Stored dataset items:
______________________________

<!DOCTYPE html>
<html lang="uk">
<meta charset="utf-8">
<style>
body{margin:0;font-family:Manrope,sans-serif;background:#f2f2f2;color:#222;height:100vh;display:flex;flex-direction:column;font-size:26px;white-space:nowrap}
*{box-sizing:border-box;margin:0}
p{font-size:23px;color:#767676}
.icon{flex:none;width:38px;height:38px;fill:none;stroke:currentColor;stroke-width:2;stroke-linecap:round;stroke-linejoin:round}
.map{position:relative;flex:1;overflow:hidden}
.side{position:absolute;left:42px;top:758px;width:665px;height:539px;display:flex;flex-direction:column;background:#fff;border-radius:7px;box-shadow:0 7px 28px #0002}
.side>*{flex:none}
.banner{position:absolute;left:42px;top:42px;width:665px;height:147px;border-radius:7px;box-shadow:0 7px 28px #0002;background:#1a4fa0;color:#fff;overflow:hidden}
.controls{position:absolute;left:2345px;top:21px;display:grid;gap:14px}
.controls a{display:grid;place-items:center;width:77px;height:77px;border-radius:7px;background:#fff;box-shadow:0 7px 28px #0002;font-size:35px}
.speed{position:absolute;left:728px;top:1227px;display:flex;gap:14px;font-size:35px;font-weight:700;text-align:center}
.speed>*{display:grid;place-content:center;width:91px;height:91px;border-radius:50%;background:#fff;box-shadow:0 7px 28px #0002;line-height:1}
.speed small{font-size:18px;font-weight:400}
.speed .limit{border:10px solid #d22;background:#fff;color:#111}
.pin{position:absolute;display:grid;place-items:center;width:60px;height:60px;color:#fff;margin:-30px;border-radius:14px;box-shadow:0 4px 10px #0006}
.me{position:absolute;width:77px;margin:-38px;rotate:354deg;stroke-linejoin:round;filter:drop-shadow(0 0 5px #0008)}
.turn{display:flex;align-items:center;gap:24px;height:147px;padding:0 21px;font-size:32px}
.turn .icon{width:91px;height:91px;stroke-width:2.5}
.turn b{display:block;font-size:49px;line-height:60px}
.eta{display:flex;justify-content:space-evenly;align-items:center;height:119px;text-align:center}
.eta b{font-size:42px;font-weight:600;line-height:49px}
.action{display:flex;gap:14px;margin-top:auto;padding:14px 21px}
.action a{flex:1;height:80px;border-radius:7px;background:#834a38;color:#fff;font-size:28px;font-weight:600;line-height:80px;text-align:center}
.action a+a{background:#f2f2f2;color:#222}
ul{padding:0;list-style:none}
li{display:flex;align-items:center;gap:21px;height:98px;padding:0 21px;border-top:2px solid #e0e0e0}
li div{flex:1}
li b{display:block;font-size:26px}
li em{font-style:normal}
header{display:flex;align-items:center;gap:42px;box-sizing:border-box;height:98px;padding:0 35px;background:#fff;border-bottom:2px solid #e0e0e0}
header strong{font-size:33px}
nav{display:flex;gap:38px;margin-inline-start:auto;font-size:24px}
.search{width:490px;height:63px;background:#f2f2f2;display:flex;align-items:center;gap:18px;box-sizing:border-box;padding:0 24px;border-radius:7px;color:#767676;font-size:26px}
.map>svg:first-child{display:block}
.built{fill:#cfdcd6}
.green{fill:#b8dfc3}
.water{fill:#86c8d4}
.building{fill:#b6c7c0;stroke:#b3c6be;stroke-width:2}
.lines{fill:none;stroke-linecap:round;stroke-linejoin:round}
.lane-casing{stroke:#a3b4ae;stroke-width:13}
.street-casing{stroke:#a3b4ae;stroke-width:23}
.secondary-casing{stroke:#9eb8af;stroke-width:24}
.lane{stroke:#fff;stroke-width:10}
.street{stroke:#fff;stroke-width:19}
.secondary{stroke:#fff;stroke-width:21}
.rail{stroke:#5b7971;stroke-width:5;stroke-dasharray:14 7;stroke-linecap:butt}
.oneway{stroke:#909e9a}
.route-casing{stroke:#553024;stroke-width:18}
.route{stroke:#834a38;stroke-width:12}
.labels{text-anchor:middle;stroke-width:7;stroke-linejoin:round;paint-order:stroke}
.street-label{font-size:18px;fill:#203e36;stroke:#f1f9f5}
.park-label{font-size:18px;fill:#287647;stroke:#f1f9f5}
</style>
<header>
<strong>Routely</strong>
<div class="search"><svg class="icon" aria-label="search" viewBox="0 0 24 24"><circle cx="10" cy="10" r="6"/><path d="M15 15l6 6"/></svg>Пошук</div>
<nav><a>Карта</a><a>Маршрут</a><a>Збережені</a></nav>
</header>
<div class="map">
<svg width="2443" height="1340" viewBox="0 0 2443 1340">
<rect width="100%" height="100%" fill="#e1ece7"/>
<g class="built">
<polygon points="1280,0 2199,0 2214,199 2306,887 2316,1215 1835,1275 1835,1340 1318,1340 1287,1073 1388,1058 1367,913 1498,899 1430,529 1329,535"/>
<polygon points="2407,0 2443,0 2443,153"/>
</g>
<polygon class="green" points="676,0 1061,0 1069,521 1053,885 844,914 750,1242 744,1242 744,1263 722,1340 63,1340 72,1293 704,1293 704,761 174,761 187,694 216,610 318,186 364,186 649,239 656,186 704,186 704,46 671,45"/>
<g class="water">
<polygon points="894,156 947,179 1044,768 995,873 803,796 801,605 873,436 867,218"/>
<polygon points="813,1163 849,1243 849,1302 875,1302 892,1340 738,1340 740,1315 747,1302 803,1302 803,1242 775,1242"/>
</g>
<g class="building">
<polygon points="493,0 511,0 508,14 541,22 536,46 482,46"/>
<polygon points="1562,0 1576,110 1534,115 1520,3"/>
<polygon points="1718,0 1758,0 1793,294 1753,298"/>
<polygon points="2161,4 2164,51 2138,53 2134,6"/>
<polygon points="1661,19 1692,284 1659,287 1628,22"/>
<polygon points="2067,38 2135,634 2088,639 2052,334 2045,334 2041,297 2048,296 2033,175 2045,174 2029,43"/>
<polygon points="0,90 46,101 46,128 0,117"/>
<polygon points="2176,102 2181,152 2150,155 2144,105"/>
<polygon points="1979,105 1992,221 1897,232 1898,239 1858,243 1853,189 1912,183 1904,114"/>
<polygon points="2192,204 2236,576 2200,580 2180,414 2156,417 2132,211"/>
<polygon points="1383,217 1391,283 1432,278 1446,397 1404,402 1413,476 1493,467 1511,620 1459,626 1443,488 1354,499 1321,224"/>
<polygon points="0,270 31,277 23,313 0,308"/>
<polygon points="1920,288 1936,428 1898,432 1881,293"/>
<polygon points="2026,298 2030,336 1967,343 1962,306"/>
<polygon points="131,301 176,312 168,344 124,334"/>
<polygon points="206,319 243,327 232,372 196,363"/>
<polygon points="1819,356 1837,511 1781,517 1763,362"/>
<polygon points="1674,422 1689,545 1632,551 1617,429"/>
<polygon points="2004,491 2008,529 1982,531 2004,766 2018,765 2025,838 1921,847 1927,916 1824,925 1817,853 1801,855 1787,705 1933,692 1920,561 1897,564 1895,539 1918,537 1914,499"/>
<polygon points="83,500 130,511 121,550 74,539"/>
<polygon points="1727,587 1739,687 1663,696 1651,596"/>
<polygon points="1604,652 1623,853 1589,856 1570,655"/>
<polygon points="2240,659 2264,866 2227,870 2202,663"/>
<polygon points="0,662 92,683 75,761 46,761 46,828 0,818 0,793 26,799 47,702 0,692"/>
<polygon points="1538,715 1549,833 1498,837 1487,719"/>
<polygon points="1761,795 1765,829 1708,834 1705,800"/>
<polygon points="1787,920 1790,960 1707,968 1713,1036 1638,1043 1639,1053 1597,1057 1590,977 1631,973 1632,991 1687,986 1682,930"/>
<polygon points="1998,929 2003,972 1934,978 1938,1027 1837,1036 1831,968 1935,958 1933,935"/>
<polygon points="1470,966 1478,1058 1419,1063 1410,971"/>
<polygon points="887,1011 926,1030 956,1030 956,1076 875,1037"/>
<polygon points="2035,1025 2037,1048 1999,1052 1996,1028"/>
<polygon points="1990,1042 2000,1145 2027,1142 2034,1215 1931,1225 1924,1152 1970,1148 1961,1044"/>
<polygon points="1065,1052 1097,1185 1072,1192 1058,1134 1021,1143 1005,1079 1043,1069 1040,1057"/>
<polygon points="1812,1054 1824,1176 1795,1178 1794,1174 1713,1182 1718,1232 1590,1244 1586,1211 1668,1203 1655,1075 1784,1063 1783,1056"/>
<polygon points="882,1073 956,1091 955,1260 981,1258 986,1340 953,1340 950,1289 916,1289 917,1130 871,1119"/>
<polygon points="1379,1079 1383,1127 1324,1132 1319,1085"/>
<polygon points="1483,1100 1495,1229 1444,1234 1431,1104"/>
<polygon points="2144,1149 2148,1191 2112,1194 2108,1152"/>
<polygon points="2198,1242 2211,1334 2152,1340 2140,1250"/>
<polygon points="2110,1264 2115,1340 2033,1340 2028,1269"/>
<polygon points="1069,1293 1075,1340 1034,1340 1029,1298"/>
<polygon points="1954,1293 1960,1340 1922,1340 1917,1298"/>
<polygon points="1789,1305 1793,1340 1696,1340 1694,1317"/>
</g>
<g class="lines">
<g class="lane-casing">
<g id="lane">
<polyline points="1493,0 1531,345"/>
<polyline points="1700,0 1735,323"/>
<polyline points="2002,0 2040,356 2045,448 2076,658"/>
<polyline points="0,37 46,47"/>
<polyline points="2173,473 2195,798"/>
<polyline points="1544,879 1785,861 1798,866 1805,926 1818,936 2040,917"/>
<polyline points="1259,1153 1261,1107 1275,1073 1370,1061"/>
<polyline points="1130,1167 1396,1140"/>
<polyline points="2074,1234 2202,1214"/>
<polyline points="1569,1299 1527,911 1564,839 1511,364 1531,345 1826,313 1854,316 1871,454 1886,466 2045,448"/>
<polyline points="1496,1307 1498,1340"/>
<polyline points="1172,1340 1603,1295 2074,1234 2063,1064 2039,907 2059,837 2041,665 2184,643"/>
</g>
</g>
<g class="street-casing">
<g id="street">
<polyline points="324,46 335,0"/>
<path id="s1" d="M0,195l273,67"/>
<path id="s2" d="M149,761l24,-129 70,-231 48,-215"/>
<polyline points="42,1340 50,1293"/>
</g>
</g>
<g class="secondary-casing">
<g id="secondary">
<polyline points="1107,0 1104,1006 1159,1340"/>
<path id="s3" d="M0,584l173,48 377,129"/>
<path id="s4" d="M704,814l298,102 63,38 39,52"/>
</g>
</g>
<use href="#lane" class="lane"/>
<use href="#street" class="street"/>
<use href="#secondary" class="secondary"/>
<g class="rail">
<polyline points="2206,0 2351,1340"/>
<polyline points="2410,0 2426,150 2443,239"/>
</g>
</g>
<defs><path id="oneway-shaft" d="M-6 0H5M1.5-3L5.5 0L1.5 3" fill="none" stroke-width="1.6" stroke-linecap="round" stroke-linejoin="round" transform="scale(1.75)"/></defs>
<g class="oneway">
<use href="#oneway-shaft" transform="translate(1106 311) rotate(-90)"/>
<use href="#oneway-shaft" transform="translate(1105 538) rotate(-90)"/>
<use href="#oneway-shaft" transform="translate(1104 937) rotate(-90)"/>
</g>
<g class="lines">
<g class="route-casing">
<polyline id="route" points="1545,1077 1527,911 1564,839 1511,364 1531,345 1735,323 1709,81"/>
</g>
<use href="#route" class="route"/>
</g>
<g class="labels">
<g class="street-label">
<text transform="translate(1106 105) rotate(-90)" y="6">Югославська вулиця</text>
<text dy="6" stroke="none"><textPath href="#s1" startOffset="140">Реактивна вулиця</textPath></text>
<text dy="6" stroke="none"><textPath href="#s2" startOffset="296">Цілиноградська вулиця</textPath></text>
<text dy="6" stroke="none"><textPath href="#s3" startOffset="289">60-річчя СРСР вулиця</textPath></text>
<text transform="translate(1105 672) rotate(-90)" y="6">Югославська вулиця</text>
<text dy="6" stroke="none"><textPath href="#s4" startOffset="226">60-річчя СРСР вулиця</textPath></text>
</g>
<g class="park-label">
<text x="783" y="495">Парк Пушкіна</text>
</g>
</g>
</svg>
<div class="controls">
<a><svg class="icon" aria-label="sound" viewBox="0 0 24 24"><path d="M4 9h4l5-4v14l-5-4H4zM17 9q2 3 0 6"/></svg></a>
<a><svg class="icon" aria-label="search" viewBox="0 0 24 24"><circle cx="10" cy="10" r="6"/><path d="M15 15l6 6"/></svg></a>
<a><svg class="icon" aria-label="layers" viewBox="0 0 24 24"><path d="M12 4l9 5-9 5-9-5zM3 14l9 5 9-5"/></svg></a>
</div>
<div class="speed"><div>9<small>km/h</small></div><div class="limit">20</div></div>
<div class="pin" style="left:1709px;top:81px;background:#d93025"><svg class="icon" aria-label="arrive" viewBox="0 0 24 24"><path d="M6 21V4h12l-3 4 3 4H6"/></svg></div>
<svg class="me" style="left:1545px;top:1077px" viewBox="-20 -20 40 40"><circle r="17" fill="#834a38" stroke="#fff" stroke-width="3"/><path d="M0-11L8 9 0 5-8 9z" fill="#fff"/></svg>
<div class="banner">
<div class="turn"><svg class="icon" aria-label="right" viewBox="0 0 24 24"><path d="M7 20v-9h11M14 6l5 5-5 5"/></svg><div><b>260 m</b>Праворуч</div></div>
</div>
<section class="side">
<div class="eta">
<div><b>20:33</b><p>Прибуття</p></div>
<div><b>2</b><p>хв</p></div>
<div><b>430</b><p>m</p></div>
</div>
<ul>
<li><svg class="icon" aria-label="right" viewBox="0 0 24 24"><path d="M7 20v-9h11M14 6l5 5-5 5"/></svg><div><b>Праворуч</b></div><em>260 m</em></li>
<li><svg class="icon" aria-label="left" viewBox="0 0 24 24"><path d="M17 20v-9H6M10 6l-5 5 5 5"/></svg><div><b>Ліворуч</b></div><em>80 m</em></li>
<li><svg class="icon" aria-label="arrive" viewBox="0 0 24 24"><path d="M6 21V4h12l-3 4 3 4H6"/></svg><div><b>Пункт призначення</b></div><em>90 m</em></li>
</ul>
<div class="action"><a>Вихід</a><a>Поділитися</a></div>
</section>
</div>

______________________________

*WORK REQUIRED*. Go through the entries and filter for lines holding the word "park"; copy each match.

*ANSWER TO THIS EXERCISE*.
.park-label{font-size:18px;fill:#287647;stroke:#f1f9f5}
<g class="park-label">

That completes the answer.